Canadians are used to conservative party political attack ads, even when there isn’t an imminent election. Since 2007, the norm has been for the ad to run and the Liberal Party not to respond. The Liberals lost the last two elections. Apparently, Canada’s new Opposition Party, the ultra-left NDP, has had enough.
Some history: The old ads from the party of the Canadian Prime Minster, Stephen Harper, suggested that the Liberal Leader of the Opposition was “not a leader”; the Liberals sat on their hands, and Leader Stephane Dion was subsequently trounced in the next election. The Liberals then got a new Leader, Michael Ignatieff, a Harvard professor and frequent expat. Harper painted Ignatieff as a crass opportunist who “didn’t come back [to Canada] for you.” Ignatieff also chose not to respond and promptly led his party to the biggest defeat in Liberal history.
Canada got a new Opposition Party with the NDP. Harper started attack ads on the new Leader of the NDP, admonishing the Party with the innuendo, “This is the best you can do?” This time, the NDP shot back with an ad accusing Harper of attacking the most vulnerable Canadians during the recession. Even without an election in the offing, the ads say that current policies aren’t working and that Canadians will have to pay the price. The war is on–but who will win?
The PR Verdict: “C” (Distinctly OK) for the NDP. While necessary to respond to the attack ads, the NDP policy wonks obviously won the day by attacking policies, not personalities.

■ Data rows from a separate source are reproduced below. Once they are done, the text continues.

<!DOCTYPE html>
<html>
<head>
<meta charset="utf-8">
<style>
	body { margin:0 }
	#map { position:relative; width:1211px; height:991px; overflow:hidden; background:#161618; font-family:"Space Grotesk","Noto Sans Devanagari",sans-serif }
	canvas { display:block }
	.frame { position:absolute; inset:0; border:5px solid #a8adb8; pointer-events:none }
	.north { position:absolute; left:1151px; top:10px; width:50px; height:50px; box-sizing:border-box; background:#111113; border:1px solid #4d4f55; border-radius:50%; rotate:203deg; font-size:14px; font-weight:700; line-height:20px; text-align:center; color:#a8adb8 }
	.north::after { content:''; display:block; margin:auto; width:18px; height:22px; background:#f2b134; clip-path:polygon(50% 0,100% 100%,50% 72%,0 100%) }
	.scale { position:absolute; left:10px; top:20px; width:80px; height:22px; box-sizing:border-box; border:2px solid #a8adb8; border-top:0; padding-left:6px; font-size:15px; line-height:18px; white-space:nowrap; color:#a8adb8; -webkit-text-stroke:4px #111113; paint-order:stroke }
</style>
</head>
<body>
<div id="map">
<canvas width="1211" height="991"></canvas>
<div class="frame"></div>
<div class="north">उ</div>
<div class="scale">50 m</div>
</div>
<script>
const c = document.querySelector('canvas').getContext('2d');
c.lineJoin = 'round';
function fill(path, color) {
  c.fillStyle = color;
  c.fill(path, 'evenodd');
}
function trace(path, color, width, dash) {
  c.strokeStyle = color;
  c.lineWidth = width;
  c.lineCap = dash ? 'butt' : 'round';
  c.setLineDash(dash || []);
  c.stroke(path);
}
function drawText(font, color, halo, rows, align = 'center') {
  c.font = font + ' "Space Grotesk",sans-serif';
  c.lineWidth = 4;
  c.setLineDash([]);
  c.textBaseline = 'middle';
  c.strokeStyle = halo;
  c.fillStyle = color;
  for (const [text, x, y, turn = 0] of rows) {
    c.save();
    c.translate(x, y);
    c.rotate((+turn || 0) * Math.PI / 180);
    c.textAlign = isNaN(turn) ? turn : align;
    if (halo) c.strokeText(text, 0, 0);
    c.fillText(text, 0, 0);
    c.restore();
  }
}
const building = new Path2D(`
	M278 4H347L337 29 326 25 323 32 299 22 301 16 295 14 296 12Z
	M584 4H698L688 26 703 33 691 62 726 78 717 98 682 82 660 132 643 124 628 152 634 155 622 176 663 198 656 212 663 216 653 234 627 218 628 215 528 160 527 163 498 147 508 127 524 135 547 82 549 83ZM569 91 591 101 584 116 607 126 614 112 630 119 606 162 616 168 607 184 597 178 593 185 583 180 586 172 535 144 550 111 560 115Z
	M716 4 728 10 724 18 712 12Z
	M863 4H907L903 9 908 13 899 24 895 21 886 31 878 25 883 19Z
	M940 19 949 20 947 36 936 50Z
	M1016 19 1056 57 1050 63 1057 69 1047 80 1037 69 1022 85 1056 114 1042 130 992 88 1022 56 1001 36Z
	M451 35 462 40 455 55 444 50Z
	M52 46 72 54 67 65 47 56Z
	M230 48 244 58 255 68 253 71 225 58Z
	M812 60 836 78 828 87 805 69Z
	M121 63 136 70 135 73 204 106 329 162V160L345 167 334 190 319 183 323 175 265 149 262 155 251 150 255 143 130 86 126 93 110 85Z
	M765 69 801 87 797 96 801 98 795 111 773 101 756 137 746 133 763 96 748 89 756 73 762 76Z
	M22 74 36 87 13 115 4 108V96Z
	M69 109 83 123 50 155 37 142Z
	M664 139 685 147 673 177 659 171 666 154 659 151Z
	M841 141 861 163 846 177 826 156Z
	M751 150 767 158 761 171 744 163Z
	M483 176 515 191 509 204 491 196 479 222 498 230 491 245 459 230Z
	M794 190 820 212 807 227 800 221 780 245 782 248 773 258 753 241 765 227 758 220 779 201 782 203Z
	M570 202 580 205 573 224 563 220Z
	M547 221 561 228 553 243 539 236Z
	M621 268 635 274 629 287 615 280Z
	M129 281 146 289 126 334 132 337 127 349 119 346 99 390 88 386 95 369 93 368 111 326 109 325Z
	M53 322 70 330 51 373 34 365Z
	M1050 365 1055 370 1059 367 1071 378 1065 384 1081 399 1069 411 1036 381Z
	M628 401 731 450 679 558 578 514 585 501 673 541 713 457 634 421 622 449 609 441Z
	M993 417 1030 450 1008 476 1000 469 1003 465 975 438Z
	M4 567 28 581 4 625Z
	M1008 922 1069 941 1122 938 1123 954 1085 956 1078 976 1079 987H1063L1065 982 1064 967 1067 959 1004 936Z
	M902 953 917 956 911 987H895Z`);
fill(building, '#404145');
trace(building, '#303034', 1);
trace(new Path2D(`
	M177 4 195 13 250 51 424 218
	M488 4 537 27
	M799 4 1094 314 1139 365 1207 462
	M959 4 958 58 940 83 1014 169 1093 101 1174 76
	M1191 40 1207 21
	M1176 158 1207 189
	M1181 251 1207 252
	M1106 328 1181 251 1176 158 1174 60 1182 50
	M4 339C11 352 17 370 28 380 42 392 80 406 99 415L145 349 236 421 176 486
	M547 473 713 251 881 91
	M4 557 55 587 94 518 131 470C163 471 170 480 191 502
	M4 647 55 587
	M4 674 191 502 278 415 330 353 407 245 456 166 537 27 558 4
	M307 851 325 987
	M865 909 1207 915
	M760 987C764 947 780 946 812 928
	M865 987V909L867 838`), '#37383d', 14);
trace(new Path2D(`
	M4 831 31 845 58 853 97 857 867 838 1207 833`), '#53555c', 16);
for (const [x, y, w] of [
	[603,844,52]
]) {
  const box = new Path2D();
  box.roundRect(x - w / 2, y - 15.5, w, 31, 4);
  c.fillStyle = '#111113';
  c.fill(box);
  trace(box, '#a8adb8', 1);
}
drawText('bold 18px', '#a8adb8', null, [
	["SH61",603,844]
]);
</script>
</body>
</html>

The PR Takeaway: Politics is about popularity, rarely policy. The Prime Minister’s attack ads are directed at the subject’s image and reputation; these attributes take years to build, but only 30 seconds to undermine. The NDP took the moral high ground by talking about policies, which Canadians find tough but pragmatic in a recession. Leading up to the next election, the Prime Minister can backtrack, soften, or amend these policies to diffuse the NDP’s salvos. More likely than not, the NDP will find it harder to fight the PM’s more personal attack campaign. Hitting back with policy is a hard sell.
Is the NDP attack tactic effective, or should they have stayed out of the muck altogether? What’s your PR Verdict?